Comment c'est financé Le rapport d'activité 2024 chiffre 176,2 millions d'euros de produits de fonctionnement. L'argent vient de trois sources : 68,8 millions de subventions de l'État pour charges de service public, 66,8 millions de contrats et conventions, 32 millions pour la gestion des anciens sites miniers. Pour vous, la consultation d'InfoTerre reste sans frais. Seules les cartes géologiques en version papier, vendues par la boutique du BRGM, sont payantes.
Questions fréquentes
InfoTerre est-il gratuit, et faut-il un compte ?
Quelle différence entre le visualiseur standard et le visualiseur simplifié ?
Quelle échelle de carte pour un terrain précis ?
Que faire si aucun forage n'est référencé près de mon terrain ?
Mon sondage de maison sera-t-il un jour dans la Banque du sous-sol ?
Quelle différence entre InfoTerre et Géorisques ?
La couche argile d'InfoTerre vaut-elle le zonage réglementaire ?
Comment lire le code d'une formation géologique ?

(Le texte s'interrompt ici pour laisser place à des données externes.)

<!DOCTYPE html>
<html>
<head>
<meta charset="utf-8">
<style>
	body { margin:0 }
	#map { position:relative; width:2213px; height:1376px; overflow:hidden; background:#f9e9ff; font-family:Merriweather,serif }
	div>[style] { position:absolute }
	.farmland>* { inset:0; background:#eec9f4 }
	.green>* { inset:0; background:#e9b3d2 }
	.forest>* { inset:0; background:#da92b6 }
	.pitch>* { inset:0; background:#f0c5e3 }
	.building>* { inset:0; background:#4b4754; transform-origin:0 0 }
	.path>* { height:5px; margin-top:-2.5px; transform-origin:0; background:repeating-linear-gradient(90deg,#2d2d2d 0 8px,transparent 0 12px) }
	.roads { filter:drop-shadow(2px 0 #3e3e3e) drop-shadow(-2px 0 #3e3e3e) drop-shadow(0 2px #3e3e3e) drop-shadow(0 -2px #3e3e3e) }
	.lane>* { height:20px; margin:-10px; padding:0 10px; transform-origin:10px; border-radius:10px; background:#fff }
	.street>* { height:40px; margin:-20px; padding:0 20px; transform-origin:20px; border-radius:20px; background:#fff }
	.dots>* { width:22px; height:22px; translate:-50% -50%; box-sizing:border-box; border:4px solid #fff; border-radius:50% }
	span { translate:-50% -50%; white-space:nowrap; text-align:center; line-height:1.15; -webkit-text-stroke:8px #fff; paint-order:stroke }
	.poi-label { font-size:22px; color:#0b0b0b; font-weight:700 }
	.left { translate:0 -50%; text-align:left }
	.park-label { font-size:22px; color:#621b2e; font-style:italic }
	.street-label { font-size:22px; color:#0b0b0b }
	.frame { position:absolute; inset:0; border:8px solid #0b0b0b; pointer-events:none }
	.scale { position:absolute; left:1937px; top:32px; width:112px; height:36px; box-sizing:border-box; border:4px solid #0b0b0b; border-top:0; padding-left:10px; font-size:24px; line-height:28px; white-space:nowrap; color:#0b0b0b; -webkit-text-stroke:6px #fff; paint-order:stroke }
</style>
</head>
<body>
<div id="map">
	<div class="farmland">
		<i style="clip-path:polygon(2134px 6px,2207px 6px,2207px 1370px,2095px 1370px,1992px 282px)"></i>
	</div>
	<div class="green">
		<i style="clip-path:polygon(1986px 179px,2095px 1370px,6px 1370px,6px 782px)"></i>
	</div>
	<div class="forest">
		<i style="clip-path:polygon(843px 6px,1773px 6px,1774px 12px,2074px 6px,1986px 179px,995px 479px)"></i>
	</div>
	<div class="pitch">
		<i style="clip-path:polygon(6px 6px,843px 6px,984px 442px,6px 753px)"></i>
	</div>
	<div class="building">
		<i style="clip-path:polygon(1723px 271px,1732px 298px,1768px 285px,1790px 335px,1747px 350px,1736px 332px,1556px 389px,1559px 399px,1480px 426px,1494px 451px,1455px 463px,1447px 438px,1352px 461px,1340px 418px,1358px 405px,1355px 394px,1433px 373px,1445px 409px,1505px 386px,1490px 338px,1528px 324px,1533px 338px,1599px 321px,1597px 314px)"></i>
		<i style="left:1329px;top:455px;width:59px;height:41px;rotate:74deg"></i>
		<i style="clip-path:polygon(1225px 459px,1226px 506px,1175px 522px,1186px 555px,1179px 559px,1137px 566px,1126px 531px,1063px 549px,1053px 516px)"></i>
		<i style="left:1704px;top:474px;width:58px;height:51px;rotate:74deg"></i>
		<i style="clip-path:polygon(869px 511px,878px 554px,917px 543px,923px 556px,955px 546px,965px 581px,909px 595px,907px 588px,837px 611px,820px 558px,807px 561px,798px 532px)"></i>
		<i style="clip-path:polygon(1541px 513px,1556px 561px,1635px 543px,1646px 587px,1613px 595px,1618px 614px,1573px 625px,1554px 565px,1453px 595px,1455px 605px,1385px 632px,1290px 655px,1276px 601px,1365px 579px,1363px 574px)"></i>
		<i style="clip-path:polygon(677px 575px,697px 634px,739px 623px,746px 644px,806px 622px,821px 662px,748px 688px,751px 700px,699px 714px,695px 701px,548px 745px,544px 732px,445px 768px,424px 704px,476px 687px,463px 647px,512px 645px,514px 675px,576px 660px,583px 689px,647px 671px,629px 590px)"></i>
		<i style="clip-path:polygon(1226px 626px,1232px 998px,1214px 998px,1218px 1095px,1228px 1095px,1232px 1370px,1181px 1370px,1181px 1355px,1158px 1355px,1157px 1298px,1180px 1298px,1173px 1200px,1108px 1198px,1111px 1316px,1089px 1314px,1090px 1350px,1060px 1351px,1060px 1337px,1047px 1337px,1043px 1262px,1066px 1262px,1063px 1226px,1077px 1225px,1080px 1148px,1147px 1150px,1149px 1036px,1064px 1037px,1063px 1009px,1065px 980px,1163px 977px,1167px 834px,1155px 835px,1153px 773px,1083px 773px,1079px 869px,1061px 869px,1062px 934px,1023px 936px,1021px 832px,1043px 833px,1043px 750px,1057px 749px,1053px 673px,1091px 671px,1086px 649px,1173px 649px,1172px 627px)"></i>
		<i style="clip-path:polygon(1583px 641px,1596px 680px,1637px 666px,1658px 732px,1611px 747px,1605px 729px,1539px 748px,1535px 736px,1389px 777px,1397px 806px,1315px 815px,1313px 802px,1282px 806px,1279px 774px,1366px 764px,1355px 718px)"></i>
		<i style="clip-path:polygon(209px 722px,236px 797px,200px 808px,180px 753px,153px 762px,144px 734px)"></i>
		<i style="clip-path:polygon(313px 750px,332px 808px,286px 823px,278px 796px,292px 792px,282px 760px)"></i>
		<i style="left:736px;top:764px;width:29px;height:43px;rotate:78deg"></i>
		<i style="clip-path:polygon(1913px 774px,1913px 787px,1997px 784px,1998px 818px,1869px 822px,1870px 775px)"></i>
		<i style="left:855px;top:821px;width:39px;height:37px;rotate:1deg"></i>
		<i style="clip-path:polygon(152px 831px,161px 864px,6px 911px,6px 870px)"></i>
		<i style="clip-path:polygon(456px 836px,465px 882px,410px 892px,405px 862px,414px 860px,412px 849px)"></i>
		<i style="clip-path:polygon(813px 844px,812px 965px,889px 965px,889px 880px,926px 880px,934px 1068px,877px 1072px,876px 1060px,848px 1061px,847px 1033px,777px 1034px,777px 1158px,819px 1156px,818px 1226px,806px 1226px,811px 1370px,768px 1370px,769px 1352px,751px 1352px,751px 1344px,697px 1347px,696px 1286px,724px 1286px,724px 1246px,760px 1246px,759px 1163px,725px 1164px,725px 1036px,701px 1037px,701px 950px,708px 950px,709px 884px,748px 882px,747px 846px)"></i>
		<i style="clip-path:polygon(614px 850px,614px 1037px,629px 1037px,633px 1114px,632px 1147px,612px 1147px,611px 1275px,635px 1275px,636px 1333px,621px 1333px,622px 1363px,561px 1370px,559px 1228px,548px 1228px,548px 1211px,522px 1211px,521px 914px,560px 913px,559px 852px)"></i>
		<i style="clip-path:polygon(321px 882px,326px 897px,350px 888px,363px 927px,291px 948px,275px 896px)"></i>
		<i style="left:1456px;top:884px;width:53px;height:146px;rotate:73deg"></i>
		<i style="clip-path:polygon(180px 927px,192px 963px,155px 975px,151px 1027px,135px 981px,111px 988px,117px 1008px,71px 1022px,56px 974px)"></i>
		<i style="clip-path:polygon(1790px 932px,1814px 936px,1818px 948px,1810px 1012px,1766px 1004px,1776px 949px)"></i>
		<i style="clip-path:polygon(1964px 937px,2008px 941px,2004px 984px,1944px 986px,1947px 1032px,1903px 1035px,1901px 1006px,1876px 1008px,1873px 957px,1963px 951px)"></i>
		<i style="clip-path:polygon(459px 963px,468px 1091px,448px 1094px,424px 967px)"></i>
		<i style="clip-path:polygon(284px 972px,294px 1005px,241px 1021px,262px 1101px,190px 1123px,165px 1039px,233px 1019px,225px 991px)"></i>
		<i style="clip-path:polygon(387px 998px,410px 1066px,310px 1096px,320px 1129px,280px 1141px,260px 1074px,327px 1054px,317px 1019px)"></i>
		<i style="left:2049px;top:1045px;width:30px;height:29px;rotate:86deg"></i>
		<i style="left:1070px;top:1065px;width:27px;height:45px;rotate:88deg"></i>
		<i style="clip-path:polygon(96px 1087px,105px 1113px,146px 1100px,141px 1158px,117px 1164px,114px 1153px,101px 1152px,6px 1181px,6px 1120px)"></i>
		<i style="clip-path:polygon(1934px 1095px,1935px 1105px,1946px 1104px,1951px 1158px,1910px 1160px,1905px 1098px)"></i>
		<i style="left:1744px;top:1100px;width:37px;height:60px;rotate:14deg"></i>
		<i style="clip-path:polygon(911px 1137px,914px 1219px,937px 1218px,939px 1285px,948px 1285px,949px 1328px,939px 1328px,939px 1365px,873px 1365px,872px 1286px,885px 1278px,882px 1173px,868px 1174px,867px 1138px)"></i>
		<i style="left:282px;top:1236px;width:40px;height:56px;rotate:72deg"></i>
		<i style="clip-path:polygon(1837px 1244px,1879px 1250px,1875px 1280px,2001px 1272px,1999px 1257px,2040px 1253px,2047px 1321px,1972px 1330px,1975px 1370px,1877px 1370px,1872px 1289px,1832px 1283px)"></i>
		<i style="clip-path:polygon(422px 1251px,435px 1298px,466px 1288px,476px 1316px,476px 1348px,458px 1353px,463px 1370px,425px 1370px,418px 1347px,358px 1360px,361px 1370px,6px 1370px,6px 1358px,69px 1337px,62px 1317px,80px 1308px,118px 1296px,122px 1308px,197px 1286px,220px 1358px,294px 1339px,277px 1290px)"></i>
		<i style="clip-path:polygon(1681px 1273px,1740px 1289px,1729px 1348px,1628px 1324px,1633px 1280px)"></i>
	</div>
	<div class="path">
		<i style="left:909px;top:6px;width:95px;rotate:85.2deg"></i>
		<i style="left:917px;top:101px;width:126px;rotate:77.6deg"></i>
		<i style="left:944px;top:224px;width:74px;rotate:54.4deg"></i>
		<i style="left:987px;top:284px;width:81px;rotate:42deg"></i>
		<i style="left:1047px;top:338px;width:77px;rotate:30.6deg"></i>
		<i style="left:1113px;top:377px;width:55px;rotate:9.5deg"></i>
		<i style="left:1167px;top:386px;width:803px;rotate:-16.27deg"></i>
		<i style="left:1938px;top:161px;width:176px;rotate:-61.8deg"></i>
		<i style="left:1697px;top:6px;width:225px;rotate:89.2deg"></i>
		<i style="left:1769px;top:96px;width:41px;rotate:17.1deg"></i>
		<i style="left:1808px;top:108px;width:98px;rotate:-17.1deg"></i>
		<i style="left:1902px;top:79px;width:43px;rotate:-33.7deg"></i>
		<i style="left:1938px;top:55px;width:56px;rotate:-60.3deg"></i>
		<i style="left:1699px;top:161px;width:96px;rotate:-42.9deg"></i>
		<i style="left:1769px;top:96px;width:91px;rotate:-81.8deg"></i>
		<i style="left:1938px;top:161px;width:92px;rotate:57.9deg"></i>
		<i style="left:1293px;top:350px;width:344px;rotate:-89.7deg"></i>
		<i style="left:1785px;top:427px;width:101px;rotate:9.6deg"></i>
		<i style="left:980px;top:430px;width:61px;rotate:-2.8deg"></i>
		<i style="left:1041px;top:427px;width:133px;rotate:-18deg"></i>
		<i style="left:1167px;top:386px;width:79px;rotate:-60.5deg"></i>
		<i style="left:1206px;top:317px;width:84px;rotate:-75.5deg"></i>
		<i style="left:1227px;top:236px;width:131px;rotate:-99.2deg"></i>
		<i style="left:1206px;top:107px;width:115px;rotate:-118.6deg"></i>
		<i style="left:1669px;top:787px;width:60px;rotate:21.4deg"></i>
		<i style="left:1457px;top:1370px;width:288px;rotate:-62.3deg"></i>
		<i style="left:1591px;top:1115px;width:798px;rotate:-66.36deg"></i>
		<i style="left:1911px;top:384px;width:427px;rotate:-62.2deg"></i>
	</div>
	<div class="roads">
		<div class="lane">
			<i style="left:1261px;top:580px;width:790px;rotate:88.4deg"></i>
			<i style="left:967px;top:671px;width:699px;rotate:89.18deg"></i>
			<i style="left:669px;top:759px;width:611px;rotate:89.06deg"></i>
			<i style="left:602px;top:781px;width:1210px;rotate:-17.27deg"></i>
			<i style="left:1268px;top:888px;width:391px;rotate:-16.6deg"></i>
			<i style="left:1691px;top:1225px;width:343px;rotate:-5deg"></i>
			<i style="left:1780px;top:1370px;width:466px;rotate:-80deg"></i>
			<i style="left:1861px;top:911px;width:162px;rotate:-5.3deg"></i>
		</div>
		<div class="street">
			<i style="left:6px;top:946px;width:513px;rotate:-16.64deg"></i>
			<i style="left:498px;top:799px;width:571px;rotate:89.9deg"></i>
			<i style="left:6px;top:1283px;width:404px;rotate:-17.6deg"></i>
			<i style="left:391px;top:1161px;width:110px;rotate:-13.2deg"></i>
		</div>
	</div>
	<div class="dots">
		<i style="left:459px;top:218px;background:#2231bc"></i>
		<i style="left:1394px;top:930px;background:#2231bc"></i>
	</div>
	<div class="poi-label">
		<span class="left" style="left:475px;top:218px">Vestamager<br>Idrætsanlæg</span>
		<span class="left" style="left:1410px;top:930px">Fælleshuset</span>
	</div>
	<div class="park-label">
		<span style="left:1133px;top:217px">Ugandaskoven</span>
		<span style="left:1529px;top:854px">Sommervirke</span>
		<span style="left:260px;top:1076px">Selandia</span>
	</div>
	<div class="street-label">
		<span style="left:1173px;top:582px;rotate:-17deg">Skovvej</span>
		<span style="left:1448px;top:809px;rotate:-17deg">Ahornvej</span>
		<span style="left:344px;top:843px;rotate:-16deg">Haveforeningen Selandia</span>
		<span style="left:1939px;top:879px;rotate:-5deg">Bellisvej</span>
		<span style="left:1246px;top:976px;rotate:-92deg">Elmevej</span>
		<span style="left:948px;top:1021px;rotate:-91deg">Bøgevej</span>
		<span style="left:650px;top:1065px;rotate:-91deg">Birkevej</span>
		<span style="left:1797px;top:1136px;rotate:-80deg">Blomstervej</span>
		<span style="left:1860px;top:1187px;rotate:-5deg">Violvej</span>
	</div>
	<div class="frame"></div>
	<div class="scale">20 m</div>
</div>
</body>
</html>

Comment télécharger une carte géologique départementale ?
L'application i-InfoTerre fonctionne-t-elle sans réseau ?
Que signifient INSPIRE et OGC pour un particulier ?
De quand datent les cartes géologiques affichées ?
À retenir
- Consultation gratuite, sans inscription. Un compte facultatif sert à sauvegarder son espace de travail.
- Plus de 800 000 ouvrages souterrains décrits dans la Banque du sous-sol, accompagnés de plus de deux millions de pages de documents numérisés.
- Près de la moitié des ouvrages ont une coupe géologique succincte, environ 20 % une coupe élaborée vérifiée par un professionnel.
- La couche aléa argile d'InfoTerre ne remplace pas le zonage réglementaire d'exposition, qui figure sur Géorisques.
- Un sondage de maison individuelle n'entre pas dans la base : la déclaration s'impose au-delà de dix mètres de profondeur.
- Au 1/50 000, un millimètre vaut cinquante mètres. Une poche d'argile de quinze mètres reste invisible.
- Le BRGM signale que des désordres surviennent même en zone classée sans aléa argile.